--- Try it ---
Please copy each line from the entries that contains the string "Крилова".

---------------

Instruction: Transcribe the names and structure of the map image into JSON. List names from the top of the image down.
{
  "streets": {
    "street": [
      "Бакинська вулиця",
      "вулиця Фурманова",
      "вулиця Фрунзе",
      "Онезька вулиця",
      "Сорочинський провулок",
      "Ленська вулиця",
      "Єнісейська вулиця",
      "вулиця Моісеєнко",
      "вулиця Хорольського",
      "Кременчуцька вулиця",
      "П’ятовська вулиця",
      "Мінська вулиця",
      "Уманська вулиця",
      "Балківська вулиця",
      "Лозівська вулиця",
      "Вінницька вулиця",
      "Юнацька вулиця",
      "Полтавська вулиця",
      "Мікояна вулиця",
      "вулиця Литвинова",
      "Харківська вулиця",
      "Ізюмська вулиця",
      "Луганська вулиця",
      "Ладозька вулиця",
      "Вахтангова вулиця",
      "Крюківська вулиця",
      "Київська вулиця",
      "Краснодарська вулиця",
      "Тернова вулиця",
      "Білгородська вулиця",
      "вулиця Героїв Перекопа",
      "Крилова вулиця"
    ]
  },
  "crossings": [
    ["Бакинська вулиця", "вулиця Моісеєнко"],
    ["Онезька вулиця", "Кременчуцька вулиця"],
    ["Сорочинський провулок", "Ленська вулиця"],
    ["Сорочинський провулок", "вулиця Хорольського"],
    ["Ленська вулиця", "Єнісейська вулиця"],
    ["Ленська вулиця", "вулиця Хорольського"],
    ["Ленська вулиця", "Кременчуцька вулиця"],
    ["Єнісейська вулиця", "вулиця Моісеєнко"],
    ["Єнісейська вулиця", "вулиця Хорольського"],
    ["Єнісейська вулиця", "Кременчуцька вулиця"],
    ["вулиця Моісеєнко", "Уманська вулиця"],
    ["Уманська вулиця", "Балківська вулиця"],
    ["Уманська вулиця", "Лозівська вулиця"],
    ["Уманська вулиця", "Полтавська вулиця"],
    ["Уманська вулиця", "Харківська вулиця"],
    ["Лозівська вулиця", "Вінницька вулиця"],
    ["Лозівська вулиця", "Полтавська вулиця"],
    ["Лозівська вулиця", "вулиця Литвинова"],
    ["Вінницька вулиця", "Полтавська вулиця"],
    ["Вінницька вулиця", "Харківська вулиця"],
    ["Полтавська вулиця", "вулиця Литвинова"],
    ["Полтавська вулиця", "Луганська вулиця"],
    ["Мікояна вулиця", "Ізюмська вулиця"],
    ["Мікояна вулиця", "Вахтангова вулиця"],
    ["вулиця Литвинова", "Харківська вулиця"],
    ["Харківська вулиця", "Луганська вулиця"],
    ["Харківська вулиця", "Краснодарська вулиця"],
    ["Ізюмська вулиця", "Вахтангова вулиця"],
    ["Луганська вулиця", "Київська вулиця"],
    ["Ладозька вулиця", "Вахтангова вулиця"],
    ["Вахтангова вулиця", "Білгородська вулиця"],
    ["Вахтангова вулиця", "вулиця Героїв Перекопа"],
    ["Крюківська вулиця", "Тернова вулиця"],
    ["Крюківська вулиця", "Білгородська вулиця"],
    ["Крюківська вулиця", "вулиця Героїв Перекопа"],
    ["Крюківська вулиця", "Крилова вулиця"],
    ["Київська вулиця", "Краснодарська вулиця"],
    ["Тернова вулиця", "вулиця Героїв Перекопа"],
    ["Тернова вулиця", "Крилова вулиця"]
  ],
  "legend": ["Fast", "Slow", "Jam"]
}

---------------

--- The answer ---
      "Крилова вулиця"
    ["Крюківська вулиця", "Крилова вулиця"],
    ["Тернова вулиця", "Крилова вулиця"]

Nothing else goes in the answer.